— Не будем говорить об этом. Это все... так печально.
Но Нэн продолжала:
— Помню, как она бежала по галерее в Хэмптон-Корте, когда король молился в своей часовне, и кричала, умоляя о пощаде. Этот крик не идет у меня из головы.
— Лучше забыть о нем, Нэн.
— Мне это не удастся. Я видела, как она умерла. Не надо было ходить туда, но я не могла удержаться. Я должна была пойти. И видела, как она вышла из башни и положила свою красивую головку на эшафот... как послушный ребенок, выучивший урок. Говорят, что, ожидая казни, она проигрывала в своей камере, как будет себя вести. А теперь, миледи, король ищет себе шестую жену.
— Шестую жену! — воскликнула Катарина. — Мне жаль ту, которая ею станет, кем бы она ни была. Но что мы так разболтались? Это не наше дело. Король стареет, хотя, без сомнения, тот, кто так говорит, — просто изменник. Будем надеяться, что он оставит мысли о новой женитьбе, а если и в самом деле женится, то, став старше, не будет потакать своим прихотям.
— Но он еще не забыл Екатерину Ховард, миледи.
— Не будем говорить об этом. Но что это — я слышу топот копыт во дворе!
И, улыбаясь, она выглянула из окна, ибо во двор въезжал сам Томас Сеймур.
Мысли о женитьбе стали для короля неотвязными. Стоял март 1543 года, он был уже не молод. Пятьдесят два года. Когда-то этот возраст казался ему глубокой старостью, особенно в юности, когда энергия била из него ключом; он был высок — более шести футов росту — и широк в плечах и без устали предавался спортивным состязаниям и развлечениям, среди которых предпочитал любовные утехи.

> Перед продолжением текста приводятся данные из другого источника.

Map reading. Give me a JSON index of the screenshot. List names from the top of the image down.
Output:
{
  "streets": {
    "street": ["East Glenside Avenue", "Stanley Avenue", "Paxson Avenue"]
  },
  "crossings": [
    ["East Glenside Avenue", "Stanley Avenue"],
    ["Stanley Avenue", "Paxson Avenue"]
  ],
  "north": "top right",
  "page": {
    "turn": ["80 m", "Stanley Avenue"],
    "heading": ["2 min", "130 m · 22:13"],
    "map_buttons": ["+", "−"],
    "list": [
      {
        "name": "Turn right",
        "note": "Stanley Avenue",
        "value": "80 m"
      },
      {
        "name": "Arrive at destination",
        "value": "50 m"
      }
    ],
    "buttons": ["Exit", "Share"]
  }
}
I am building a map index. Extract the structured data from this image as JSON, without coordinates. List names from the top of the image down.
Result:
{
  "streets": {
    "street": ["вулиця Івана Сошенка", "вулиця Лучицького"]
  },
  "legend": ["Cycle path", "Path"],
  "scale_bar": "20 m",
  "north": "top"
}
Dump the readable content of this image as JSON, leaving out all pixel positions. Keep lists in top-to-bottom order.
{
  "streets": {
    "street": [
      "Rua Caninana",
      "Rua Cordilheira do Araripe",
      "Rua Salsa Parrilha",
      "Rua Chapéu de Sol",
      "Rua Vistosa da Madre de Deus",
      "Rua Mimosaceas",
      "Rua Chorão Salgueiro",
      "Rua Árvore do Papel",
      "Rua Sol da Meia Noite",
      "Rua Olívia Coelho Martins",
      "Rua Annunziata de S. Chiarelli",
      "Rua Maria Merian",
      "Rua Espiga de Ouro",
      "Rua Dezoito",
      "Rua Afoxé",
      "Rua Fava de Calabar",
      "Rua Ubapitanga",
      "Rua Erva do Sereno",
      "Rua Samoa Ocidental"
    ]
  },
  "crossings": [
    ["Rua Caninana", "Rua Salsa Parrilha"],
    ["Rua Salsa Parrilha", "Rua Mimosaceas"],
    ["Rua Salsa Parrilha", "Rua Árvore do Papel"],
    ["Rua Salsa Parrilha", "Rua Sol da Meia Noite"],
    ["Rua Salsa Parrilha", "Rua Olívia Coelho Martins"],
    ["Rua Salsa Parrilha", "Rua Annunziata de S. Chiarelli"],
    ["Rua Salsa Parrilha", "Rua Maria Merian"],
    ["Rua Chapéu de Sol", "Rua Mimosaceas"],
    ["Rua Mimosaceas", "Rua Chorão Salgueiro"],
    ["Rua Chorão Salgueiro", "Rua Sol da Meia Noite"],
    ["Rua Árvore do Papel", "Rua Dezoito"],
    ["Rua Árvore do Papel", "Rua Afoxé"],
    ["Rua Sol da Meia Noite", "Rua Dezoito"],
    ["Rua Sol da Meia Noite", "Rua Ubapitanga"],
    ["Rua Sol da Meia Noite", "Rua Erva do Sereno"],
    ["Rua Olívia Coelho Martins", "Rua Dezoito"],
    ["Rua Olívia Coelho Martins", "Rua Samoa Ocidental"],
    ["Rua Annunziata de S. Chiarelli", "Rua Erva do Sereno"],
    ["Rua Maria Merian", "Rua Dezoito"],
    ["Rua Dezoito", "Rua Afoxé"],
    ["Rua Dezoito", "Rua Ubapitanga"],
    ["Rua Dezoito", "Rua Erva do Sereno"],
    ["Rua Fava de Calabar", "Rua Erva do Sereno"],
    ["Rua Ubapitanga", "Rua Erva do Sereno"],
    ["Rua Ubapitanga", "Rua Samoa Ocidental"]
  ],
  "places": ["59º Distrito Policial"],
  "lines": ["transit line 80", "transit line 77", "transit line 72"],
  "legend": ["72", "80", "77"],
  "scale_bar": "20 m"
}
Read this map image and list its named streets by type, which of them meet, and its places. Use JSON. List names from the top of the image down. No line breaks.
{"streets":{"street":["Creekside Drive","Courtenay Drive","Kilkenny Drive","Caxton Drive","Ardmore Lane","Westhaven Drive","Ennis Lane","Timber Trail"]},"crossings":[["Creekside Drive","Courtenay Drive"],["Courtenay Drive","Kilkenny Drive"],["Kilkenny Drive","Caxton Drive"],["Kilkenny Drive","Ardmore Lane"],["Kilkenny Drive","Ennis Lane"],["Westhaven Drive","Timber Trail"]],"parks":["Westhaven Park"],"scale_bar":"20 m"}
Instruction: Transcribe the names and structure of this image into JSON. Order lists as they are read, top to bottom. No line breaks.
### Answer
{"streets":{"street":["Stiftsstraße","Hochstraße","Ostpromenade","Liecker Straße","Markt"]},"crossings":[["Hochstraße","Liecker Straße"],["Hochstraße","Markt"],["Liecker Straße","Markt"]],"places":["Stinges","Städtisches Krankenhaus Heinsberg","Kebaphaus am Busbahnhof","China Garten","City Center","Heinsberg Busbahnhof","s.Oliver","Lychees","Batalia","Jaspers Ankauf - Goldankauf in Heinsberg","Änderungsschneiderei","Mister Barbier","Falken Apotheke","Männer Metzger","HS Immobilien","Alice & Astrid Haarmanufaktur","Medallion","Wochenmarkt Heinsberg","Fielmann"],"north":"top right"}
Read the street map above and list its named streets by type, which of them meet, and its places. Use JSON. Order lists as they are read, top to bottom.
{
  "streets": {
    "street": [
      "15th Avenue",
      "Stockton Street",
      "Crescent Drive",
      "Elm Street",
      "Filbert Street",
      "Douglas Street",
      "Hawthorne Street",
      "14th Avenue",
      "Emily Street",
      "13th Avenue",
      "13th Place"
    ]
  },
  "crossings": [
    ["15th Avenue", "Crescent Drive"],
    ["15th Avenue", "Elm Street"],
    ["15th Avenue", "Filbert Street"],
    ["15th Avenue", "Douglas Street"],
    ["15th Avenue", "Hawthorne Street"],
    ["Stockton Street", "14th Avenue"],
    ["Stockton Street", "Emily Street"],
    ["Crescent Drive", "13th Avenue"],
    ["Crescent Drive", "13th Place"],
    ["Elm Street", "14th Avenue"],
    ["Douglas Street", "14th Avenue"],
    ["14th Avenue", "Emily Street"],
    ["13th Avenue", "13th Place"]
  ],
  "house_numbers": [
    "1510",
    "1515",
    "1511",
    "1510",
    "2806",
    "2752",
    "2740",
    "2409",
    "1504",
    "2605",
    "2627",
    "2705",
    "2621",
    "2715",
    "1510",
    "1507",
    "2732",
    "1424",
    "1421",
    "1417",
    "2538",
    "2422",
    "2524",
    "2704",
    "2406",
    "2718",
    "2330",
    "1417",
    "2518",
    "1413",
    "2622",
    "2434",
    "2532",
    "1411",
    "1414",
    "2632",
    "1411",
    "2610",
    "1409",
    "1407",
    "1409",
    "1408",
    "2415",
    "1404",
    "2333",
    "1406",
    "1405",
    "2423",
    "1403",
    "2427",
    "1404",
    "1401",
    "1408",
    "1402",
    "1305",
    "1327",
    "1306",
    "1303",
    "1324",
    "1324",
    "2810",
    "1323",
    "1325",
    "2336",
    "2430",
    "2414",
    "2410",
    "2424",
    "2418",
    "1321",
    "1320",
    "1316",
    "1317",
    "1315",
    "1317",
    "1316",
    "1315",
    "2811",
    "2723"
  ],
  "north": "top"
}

После тридцати он был гигантом среди мужчин, королем до мозга костей. Любимым его развлечением было ходить, надев маску, среди людей и играть в милую игру «Угадай-ка», хотя не было человека, который не узнал бы его с первого взгляда. Но все должны были спрашивать:
— Кто этот человек? Осанка у него прямо-таки королевская!
И когда они начинали гадать, кто бы это мог быть, Генрих сбрасывал маску и говорил:
— Не ломайте голову, друзья мои! Это я, ваш король!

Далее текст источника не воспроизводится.